La forêt d’Ardenne (sans S, lorsque l’on parle du massif) a été décrite pour la première fois par… Jules César en personne, dans sa célèbre Guerre des Gaules. De l’Arduenna silva d’origine, demeurent le nom de la déesse gauloise de la chasse (récemment ressuscité pour une bière locale) et son symbole, le sanglier, devenu celui du département. Un musée (accessible et ludique) lui est d’ailleurs entièrement consacré à Mogues (près de Carignan), dont l’existence semble hélas compromise. Reste, visible depuis l’autoroute A34, l’énorme silhouette de Woinic, géant de 50 tonnes dû au sculpteur Éric Sleziak et implanté sur une bretelle, entre Réthel et Charleville-Mézières, au lieu dit Saulces-aux-Tournelles.

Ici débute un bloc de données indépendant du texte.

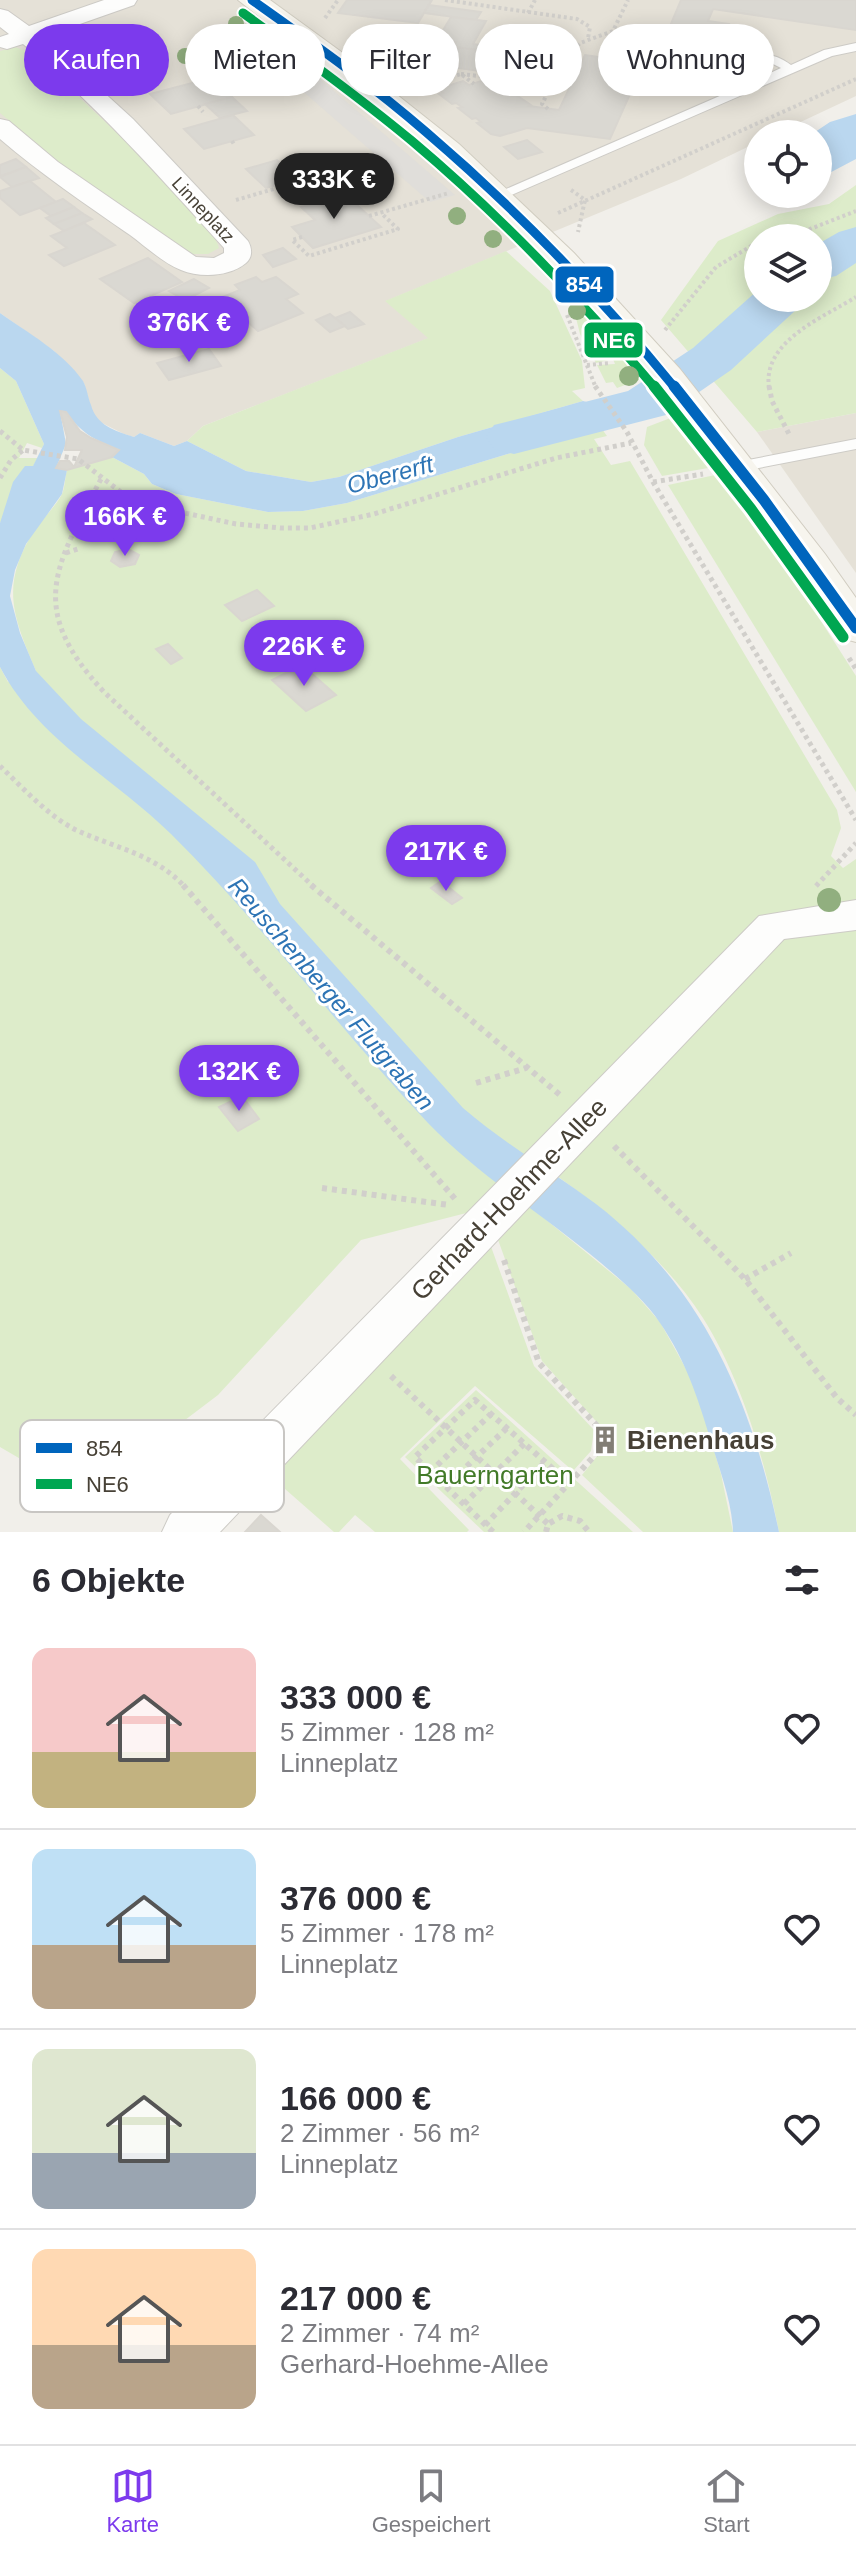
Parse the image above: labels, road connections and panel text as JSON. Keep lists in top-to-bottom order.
{
  "streets": {
    "street": ["Linneplatz", "Gerhard-Hoehme-Allee"]
  },
  "water": ["Obererft", "Reuschenberger Flutgraben"],
  "parks": ["Bauerngarten"],
  "places": {
    "building": ["Bienenhaus"]
  },
  "lines": ["transit line 854", "transit line NE6"],
  "legend": ["854", "NE6"],
  "page": {
    "chip": [
      "Kaufen",
      "Mieten",
      "Filter",
      "Neu",
      "Wohnung"
    ],
    "price": [
      "333K €",
      "376K €",
      "166K €",
      "226K €",
      "217K €",
      "132K €"
    ],
    "heading": "6 Objekte",
    "list": [
      {
        "name": "333 000 €",
        "note": "5 Zimmer · 128 m² · Linneplatz"
      },
      {
        "name": "376 000 €",
        "note": "5 Zimmer · 178 m² · Linneplatz"
      },
      {
        "name": "166 000 €",
        "note": "2 Zimmer · 56 m² · Linneplatz"
      },
      {
        "name": "217 000 €",
        "note": "2 Zimmer · 74 m² · Gerhard-Hoehme-Allee"
      }
    ],
    "tabs": ["Karte", "Gespeichert", "Start"]
  }
}
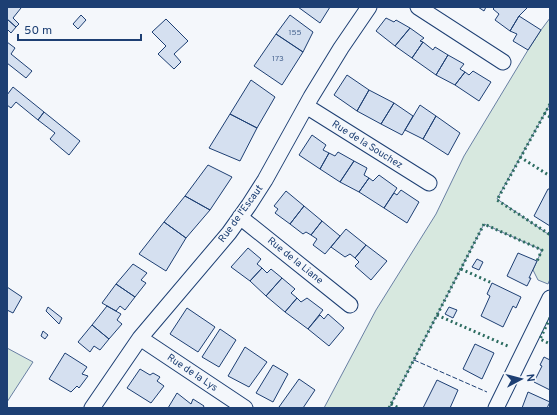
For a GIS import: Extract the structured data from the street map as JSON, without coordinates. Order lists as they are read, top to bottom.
{
  "streets": {
    "street": [
      "Rue de la Souchez",
      "Rue de l'Escaut",
      "Rue de la Liane",
      "Rue de la Lys"
    ]
  },
  "crossings": [
    ["Rue de la Souchez", "Rue de l'Escaut"],
    ["Rue de l'Escaut", "Rue de la Liane"],
    ["Rue de l'Escaut", "Rue de la Lys"]
  ],
  "house_numbers": ["155", "173"],
  "scale_bar": "50 m",
  "north": "right"
}
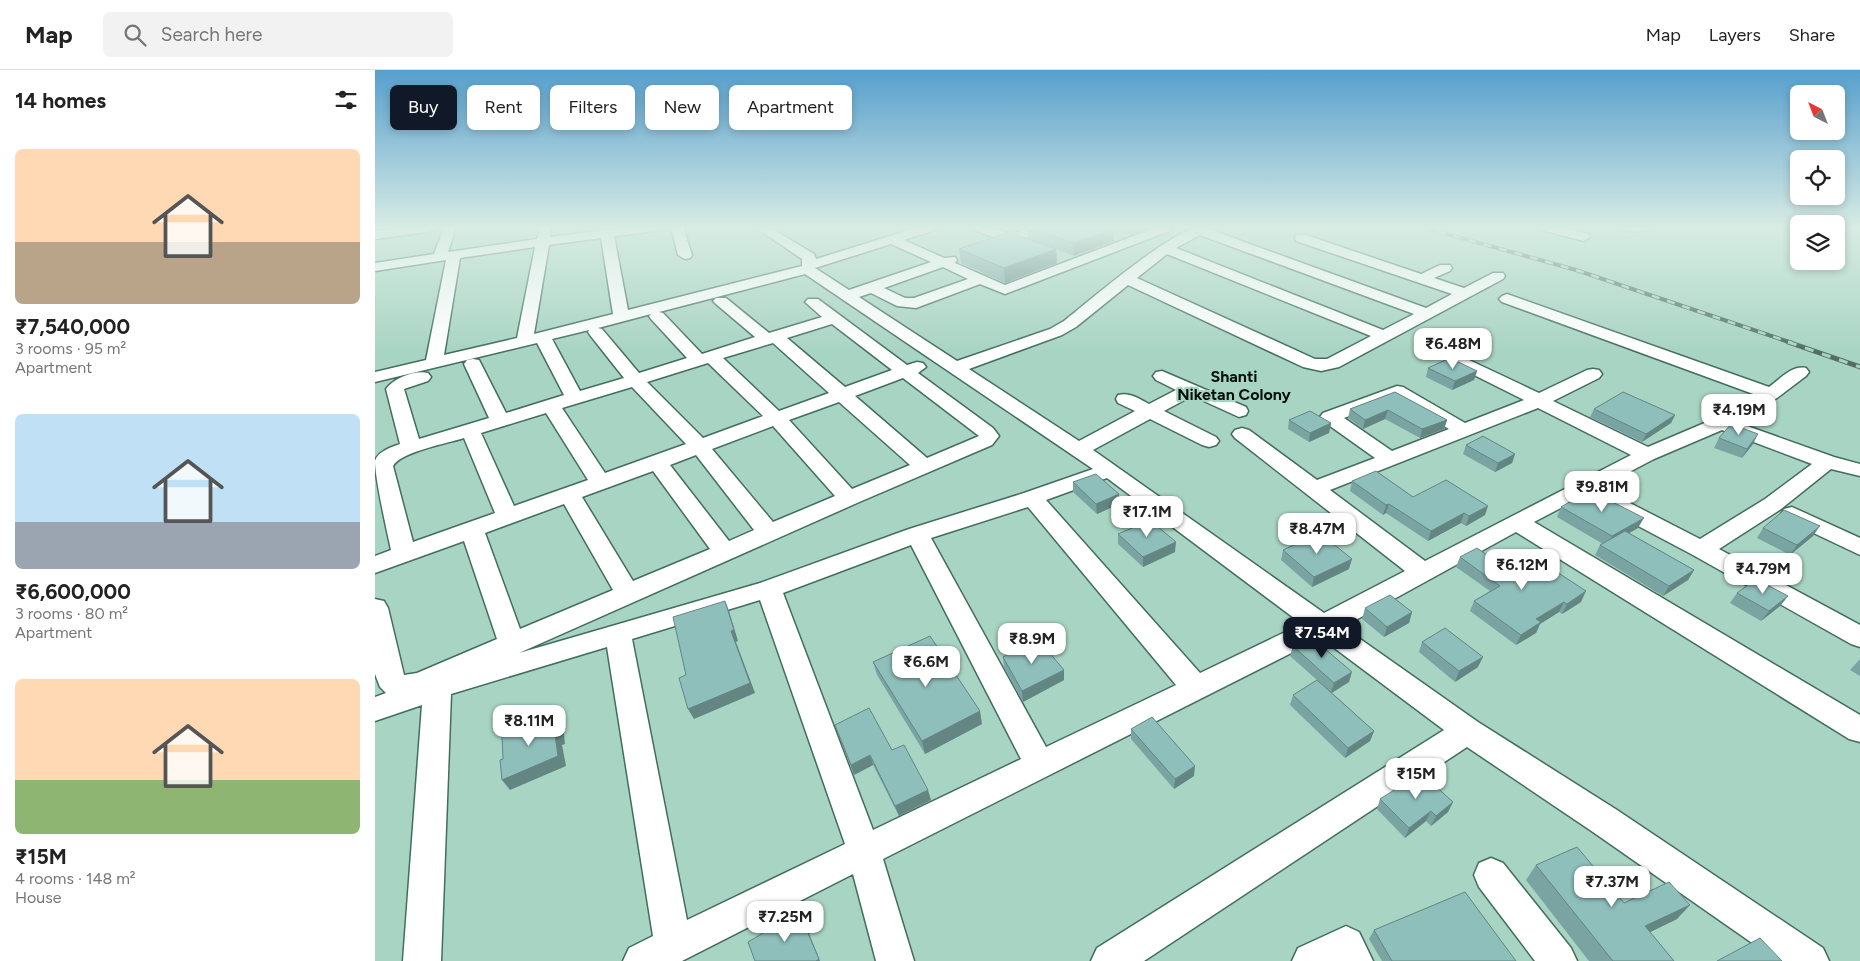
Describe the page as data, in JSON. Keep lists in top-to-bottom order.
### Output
{
  "districts": ["Shanti Niketan Colony"],
  "north": "top left",
  "page": {
    "header": "Map",
    "search": "Search here",
    "nav": ["Map", "Layers", "Share"],
    "heading": "14 homes",
    "chip": [
      "Buy",
      "Rent",
      "Filters",
      "New",
      "Apartment"
    ],
    "list": [
      {
        "name": "₹7,540,000",
        "note": "3 rooms · 95 m² · Apartment"
      },
      {
        "name": "₹6,600,000",
        "note": "3 rooms · 80 m² · Apartment"
      },
      {
        "name": "₹15M",
        "note": "4 rooms · 148 m² · House"
      }
    ],
    "price": [
      "₹6.48M",
      "₹4.19M",
      "₹9.81M",
      "₹17.1M",
      "₹8.47M",
      "₹6.12M",
      "₹4.79M",
      "₹7.54M",
      "₹8.9M",
      "₹6.6M",
      "₹8.11M",
      "₹15M",
      "₹7.37M",
      "₹7.25M"
    ]
  }
}
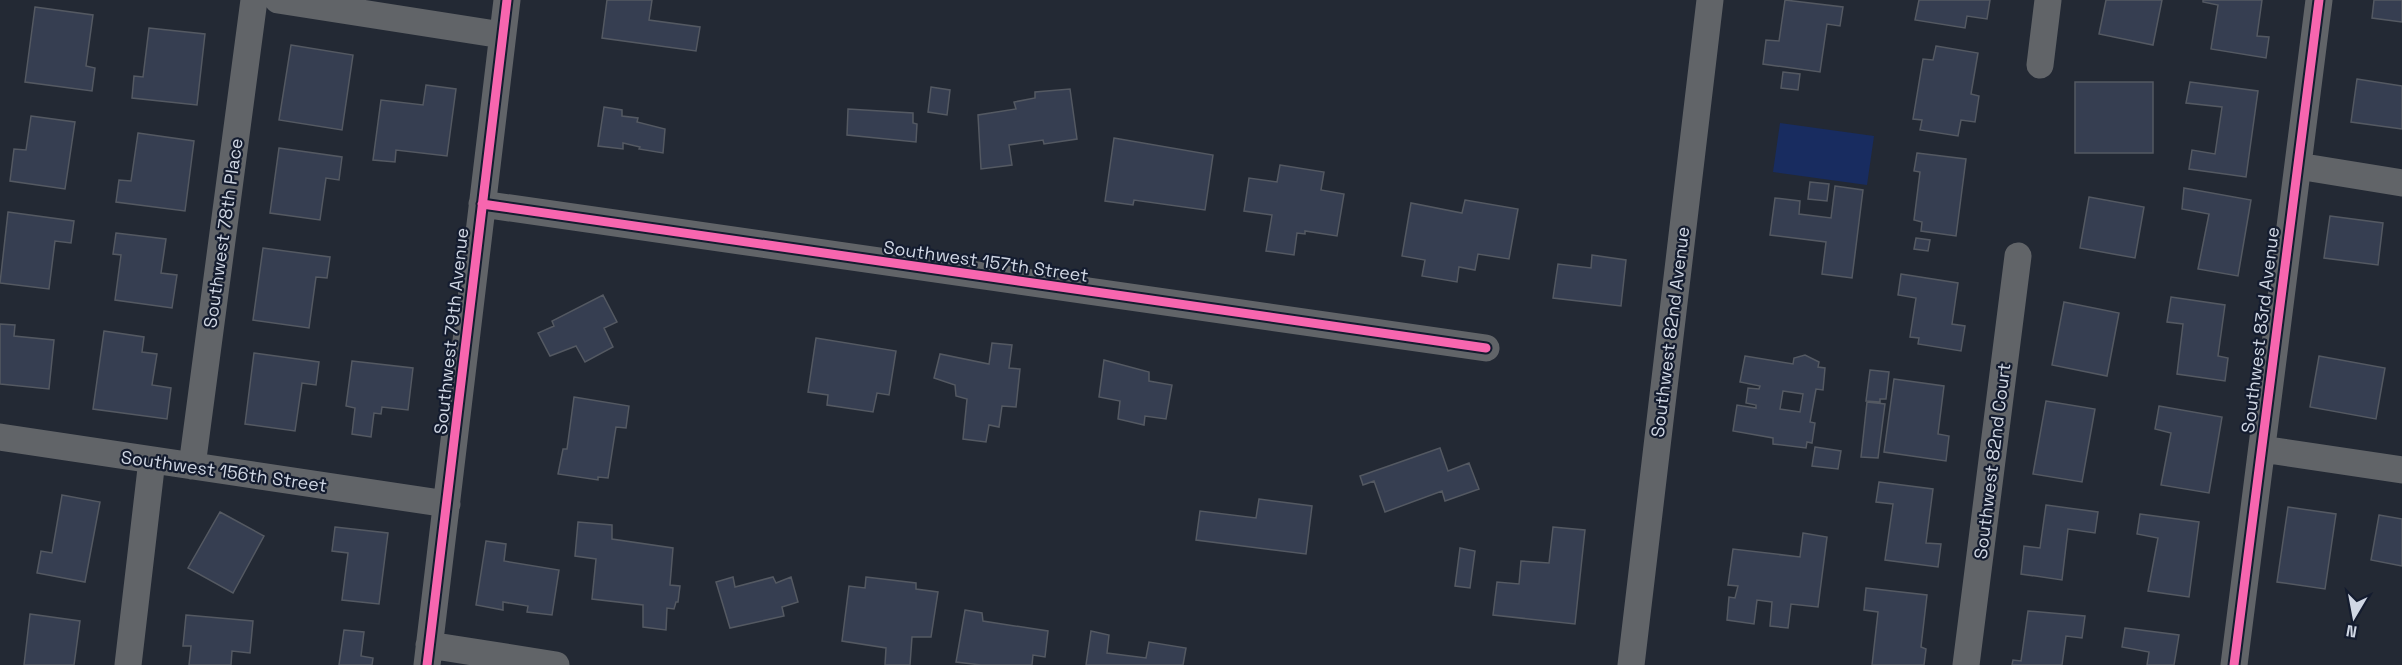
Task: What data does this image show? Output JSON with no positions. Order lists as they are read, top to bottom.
{
  "streets": {
    "street": [
      "Southwest 78th Place",
      "Southwest 157th Street",
      "Southwest 83rd Avenue",
      "Southwest 79th Avenue",
      "Southwest 82nd Avenue",
      "Southwest 82nd Court",
      "Southwest 156th Street"
    ]
  },
  "crossings": [
    ["Southwest 78th Place", "Southwest 156th Street"],
    ["Southwest 157th Street", "Southwest 79th Avenue"],
    ["Southwest 79th Avenue", "Southwest 156th Street"]
  ],
  "north": "bottom"
}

Le moyen le plus sûr de jouir de la forêt, si diverse ici dans ses essences, ses murmures et ses parfums, reste évidemment la balade. À Monthermé, par exemple, on peut parcourir un chemin aisément praticable en fauteuil roulant qui domine le bourg (charmant) lové autour d’un méandre de la Meuse. La route qui suit le fleuve est d’ailleurs superbe, offrant de très beaux points de vue. Les plus sportifs pourront emprunter un tronçon de la (longue) voie verte Trans-Ardennes, ancien chemin de halage qui court sur plus de 80km (prêt possible d’un handbike par le Handiclub Charleville-Mézières). Les autres pourront se contenter d’une visite au Musée de la forêt (Renwez) où des personnages en bois font revivre (avec plus ou moins de bonheur) d’authentiques machines liées à cette industrie, au-milieu des grands arbres. À l’intérieur du bâtiment, un parcours audiovisuel fait un tour exhaustif de la thématique. Cheminements accessibles, stationnement aisé.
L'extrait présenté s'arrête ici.